L’impérialisme à l’état pur: Biden redéploye des forces en Somalie

Donald Trump avait décidé de retirer les troupes US de Somalie. Biden revient sur cette décision et va y redéployer des forces d’opérations spéciales. Ce n’est que le dernier chapitre d’une longue histoire d’ingérence destructive américano-britannique dans la Corne de l’Afrique.

Le gouvernement Biden avait à peine annoncé un redéploiement des forces d’opérations spéciales US en Somalie le 16 mai que les médias occidentaux commençaient déjà à faire mousser l’intervention.

Comme l’a indiqué la BBC, le déploiement de Biden “soutiendra la lutte contre le groupe militant al-Shabab” (sic). L’intervention coïncide avec la réélection de l’ancien président somalien Hassan Sheikh Mohamud, au pouvoir entre 2012 et 2017.

Dans la même veine, le New York Times (NYT) a rapporté que “Biden a approuvé une demande du Pentagone pour rétablir une présence militaire afin de cibler une douzaine de dirigeants présumés d’Al Shabab, le groupe terroriste somalien qui est affilié à Al Qaeda.”

Mais ces motivations sont-elles vraies ? Washington veut-il vraiment se contenter de vaincre al-Shabab ? Al-Shabab est-il réellement lié à Al-Qaïda et, si oui, dans quelle mesure ? Comme d’habitude, les reportages des grands médias manquent de contexte et de références au droit international.

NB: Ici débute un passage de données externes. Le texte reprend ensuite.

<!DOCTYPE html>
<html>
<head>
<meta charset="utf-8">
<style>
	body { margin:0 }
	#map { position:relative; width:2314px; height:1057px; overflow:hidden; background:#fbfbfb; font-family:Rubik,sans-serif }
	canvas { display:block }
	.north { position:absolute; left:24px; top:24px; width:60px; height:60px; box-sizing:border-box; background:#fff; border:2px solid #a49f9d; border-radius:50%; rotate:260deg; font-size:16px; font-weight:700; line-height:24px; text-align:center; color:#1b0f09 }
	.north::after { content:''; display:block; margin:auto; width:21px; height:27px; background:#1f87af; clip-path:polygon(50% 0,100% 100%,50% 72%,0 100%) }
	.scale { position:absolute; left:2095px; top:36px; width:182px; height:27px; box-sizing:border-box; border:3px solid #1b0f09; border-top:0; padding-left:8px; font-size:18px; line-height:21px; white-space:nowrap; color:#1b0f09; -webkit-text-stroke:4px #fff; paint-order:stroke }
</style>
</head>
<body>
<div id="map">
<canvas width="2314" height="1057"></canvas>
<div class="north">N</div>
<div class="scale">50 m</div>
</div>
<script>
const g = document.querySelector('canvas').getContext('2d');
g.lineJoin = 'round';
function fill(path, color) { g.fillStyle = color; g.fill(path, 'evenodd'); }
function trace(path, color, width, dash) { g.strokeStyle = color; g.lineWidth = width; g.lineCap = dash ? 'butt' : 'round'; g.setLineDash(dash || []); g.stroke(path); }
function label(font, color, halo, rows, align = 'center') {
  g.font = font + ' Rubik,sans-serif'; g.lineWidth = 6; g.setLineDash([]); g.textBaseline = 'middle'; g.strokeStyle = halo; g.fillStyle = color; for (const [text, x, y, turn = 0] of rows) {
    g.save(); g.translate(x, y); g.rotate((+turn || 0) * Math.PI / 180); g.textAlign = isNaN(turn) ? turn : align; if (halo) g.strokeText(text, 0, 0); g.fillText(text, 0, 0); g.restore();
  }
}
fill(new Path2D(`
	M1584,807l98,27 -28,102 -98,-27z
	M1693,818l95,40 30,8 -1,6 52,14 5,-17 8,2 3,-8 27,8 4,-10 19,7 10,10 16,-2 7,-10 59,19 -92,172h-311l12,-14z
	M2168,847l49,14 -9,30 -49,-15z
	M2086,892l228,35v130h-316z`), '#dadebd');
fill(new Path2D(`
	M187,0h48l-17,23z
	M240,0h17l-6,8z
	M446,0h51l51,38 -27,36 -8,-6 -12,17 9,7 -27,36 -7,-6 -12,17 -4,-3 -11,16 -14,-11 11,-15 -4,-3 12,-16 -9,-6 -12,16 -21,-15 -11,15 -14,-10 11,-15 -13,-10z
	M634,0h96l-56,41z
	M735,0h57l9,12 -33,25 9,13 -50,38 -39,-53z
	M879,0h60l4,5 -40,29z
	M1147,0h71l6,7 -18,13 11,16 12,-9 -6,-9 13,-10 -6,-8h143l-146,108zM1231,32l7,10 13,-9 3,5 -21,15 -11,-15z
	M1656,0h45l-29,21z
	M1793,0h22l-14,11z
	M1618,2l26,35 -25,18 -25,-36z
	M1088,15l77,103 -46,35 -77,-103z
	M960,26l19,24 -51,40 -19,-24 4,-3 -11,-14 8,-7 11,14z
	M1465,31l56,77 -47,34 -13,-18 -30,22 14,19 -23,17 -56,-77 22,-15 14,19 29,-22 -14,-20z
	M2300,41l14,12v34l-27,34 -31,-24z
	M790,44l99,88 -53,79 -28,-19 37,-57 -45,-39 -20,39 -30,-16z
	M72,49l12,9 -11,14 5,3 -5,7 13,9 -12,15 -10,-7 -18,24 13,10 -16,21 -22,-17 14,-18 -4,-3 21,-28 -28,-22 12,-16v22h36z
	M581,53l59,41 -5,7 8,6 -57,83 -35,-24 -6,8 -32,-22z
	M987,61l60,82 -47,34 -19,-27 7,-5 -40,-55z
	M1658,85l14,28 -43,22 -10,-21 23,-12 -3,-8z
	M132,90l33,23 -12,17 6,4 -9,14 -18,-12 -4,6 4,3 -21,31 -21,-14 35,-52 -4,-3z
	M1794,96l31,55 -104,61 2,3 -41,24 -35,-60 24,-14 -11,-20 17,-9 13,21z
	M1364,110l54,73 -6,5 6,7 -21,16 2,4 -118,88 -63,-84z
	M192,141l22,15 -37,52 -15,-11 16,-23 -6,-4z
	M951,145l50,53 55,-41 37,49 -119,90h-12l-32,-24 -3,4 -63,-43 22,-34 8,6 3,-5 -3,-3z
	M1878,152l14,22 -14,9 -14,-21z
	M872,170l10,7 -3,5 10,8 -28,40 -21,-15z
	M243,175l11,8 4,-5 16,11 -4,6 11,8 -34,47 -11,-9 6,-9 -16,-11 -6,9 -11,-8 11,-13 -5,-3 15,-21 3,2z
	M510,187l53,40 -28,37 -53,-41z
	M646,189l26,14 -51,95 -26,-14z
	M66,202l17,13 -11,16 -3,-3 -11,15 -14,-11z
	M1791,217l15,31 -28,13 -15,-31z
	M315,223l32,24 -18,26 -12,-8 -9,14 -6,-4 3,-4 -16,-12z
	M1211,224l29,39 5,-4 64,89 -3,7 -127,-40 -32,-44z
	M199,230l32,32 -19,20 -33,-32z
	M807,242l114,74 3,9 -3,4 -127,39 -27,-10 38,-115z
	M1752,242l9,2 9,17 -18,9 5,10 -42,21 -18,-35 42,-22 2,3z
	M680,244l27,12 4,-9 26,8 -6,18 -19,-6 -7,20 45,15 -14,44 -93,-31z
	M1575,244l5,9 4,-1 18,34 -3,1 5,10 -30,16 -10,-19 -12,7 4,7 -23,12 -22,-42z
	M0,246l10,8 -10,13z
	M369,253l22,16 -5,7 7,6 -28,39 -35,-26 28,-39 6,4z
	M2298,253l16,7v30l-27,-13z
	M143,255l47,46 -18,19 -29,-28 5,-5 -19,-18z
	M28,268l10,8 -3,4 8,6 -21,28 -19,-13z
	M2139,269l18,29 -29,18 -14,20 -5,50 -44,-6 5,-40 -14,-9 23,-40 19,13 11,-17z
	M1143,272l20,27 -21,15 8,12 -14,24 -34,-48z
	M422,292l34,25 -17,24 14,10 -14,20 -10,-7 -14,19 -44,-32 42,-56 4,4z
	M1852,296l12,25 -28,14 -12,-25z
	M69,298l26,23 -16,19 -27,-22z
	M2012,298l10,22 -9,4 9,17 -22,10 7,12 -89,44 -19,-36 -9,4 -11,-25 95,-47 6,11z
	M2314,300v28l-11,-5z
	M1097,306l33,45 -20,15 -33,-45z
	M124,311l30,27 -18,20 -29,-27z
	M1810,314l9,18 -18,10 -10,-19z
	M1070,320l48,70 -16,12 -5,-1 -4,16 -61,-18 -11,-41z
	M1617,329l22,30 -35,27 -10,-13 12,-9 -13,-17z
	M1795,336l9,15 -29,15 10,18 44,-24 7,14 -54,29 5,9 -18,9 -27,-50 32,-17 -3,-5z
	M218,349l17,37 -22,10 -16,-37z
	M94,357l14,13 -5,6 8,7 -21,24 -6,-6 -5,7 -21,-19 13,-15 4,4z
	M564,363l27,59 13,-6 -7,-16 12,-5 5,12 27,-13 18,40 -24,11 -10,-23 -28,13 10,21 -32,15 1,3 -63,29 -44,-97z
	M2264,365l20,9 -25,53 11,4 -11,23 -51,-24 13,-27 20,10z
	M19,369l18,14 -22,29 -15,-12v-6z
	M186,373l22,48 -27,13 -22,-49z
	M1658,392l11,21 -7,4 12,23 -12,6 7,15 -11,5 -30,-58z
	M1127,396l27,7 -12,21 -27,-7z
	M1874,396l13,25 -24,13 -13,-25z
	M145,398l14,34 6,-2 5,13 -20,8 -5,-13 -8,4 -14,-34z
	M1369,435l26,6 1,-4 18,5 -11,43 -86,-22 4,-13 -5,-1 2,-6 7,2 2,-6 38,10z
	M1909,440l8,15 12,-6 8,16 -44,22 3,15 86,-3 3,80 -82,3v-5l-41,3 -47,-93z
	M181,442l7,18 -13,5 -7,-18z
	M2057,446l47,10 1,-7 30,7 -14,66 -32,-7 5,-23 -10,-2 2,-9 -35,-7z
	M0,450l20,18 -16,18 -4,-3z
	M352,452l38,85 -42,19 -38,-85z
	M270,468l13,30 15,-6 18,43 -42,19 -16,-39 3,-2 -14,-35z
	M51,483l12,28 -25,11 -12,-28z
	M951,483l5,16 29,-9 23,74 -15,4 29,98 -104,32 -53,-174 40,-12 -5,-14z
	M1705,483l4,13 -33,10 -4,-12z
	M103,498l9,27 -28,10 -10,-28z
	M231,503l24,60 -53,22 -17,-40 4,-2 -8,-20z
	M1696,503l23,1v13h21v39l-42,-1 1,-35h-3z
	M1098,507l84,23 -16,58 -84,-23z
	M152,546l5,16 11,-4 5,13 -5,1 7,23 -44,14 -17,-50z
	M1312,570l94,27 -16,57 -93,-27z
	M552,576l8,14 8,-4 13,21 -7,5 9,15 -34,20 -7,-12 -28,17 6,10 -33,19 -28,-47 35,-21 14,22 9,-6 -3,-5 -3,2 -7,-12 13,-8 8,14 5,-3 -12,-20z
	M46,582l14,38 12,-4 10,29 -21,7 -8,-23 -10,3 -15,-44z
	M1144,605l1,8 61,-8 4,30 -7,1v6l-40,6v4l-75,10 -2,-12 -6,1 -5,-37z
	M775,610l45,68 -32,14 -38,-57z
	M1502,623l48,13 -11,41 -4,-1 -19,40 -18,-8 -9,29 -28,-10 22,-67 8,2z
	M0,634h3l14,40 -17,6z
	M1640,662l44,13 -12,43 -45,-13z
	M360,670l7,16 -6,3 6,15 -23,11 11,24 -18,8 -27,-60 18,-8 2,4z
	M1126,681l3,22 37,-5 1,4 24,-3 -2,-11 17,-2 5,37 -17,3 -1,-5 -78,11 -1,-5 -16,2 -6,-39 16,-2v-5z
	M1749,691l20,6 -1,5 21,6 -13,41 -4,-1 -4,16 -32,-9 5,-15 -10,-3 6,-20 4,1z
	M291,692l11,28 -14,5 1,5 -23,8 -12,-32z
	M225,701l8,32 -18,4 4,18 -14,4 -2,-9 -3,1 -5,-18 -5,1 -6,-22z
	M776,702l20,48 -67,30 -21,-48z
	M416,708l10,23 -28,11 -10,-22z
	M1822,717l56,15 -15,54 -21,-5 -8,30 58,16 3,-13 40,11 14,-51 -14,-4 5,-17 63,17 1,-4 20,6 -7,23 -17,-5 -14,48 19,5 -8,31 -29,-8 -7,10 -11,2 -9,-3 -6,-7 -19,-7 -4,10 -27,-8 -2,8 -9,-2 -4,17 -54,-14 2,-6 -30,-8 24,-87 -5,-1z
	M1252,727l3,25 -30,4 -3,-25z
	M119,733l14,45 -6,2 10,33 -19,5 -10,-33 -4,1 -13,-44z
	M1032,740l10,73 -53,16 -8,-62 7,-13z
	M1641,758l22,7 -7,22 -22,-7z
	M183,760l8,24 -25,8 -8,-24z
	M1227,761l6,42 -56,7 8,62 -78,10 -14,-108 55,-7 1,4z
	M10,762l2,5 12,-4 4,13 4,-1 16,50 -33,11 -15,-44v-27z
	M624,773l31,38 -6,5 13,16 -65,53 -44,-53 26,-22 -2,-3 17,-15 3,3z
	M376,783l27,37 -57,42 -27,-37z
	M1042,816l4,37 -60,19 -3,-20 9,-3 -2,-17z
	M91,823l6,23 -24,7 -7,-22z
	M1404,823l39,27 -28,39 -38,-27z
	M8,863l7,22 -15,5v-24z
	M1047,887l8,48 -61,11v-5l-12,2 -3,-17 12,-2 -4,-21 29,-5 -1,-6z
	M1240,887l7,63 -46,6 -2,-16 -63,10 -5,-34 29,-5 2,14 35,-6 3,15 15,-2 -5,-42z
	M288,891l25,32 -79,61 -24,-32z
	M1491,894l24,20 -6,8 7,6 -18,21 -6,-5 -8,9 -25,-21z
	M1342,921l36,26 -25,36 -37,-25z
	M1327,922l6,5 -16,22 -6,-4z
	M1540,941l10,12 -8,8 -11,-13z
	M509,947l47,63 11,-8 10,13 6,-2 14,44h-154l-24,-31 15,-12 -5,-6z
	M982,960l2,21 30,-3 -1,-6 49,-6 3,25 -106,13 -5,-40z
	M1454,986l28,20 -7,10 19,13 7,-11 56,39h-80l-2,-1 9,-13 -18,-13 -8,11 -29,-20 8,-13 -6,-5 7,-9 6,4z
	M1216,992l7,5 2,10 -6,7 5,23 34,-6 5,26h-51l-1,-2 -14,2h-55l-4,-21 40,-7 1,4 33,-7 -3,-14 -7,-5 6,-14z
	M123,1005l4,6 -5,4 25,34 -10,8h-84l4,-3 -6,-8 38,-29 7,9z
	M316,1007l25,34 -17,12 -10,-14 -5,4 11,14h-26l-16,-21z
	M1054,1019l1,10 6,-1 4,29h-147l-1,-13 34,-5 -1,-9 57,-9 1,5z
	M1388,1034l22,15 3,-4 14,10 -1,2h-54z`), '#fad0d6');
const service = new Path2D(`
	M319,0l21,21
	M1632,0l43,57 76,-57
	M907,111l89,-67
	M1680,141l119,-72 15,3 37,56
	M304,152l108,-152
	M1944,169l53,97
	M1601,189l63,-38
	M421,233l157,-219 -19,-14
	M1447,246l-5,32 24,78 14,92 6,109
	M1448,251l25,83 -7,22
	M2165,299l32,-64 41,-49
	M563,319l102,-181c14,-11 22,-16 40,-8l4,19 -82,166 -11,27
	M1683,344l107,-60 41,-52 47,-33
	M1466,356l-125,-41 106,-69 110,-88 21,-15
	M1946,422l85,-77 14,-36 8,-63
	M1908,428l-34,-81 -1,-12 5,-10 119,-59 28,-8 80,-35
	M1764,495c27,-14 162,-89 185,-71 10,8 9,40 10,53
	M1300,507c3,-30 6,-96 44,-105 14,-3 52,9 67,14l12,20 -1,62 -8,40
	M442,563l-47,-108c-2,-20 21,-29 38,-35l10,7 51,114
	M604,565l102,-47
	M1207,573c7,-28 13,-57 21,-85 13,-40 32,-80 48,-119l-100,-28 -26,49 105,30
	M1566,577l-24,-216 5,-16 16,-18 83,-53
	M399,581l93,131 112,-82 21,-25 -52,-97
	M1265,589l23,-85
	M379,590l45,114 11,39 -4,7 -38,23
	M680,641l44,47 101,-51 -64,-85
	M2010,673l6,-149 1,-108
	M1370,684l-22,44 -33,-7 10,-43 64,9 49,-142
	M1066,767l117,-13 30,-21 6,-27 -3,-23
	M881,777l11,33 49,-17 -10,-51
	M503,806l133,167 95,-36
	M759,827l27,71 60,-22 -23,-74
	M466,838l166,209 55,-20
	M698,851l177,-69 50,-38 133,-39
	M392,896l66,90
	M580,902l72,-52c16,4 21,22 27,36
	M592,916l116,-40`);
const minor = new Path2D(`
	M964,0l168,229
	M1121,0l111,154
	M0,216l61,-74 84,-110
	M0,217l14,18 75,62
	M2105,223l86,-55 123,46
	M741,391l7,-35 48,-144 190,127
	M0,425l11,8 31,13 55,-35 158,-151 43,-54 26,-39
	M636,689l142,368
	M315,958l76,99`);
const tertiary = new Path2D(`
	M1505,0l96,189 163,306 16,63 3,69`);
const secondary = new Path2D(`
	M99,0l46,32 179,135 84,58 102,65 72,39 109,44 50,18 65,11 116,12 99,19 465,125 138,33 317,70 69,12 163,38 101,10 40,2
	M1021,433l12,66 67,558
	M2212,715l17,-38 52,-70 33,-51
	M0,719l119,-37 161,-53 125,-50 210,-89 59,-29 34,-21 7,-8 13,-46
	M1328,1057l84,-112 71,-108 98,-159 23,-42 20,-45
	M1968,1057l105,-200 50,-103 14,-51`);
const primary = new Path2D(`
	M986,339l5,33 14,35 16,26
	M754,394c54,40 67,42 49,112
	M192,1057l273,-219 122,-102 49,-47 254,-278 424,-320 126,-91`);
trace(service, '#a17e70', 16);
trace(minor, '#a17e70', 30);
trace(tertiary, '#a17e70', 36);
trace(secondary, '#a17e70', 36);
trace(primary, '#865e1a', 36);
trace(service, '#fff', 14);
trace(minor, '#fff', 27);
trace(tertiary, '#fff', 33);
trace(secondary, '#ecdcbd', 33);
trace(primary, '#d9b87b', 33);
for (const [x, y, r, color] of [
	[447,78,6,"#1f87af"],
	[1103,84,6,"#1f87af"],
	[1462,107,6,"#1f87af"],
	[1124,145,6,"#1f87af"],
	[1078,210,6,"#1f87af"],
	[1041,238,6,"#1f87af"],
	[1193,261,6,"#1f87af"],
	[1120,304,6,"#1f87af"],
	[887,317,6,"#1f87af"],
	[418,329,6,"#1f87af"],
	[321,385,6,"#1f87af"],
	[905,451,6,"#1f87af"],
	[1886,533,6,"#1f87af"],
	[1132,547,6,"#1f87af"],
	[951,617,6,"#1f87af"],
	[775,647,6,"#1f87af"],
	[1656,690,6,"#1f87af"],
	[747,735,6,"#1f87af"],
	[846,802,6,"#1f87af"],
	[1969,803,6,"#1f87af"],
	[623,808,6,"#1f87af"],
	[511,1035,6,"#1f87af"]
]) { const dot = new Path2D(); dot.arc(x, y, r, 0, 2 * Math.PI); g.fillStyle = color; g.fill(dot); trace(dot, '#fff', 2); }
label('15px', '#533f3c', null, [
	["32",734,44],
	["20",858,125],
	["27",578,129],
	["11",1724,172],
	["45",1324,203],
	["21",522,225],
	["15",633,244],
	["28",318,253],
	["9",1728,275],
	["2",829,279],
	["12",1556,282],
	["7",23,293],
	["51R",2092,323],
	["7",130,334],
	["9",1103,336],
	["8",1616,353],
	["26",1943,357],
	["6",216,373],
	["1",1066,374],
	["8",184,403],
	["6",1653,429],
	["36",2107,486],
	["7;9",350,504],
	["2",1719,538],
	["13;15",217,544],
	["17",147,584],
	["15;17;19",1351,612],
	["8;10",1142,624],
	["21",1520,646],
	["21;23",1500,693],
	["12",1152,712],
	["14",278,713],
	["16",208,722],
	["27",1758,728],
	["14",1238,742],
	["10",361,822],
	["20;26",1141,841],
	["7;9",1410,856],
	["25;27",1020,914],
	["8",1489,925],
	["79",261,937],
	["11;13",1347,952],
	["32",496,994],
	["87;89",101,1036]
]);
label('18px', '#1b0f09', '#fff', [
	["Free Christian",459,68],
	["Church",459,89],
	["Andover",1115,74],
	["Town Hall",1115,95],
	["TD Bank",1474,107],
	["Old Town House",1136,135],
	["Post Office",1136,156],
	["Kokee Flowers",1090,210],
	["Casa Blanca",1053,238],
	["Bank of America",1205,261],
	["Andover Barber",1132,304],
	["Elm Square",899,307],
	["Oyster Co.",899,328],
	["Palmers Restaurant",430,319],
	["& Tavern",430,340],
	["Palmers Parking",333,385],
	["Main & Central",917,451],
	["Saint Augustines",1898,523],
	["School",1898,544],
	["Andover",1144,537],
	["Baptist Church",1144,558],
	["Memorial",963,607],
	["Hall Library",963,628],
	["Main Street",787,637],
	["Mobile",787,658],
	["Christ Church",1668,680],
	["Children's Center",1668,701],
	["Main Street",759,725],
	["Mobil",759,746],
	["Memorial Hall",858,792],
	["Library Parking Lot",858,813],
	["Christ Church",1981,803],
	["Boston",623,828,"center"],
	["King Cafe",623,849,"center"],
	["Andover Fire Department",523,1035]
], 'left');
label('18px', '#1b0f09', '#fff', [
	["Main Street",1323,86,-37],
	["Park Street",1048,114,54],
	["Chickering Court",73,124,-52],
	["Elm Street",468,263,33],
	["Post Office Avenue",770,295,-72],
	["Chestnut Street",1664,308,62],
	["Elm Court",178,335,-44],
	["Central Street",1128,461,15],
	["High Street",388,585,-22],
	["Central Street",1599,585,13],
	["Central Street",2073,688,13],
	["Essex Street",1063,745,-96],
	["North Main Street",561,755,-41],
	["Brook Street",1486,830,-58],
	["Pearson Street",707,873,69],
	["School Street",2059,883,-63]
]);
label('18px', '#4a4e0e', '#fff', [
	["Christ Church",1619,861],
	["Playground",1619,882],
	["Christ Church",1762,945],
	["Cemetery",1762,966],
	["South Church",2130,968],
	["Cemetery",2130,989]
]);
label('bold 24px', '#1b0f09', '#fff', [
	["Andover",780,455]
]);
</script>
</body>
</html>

Comme nous le verrons, le contexte qui sous-tend le redéploiement US est celui d’un pur impérialisme qui utilise la lutte contre le terrorisme comme la dernière d’une longue série d’excuses pour s’immiscer dans la politique d’un pays stratégiquement important de la Corne de l’Afrique. En termes de droit international, les signataires de la Charte des Nations unies ont la responsabilité légale d’obtenir l’autorisation du Conseil de sécurité avant de lancer des opérations militaires – ce que le gouvernement Biden et ses prédécesseurs n’ont jamais fait en Somalie, ni nulle part ailleurs, d’ailleurs.

Il convient également de s’attaquer à la propagande de l’ère Trump, car elle est à double tranchant. Les partisans de Trump ont affirmé que leur héros avait mis fin aux “guerres éternelles” de l’Amérique, alors qu’il a, selon ses propres termes,  “défoncé Daesh à coups de bombes“, ce qui signifiait bien souvent déverser des munitions sur des femmes et des enfants irakiens et syriens, tout en mettant en pièces des Somaliens à travers des attaques de drones bien plus nombreuses que durant le mandat d’Obama. Certes, Trump a retiré les forces terrestres US de Somalie. Mais il semble que c’était à la fois un coup de com de son America First et une manœuvre visant à rendre les choses difficiles pour le futur gouvernement Biden.

De l’autre côté, l’establishment pro-guerre, néolibéral et anti-Trump a cherché à dépeindre ce retrait des troupes terrestres comme un signe de faiblesse étasunienne face aux terroristes “islamiques” mondialisés. En diabolisant Trump et en rapportant de manière inexacte les motifs de son retrait, le NYT, la BBC et compagnie ont essentiellement réclamé la militarisation US de la Somalie : Trump mauvais, militarisme bon. Et comme d’habitude, leurs reportages étaient dépourvus de toute voix critique ou sceptique.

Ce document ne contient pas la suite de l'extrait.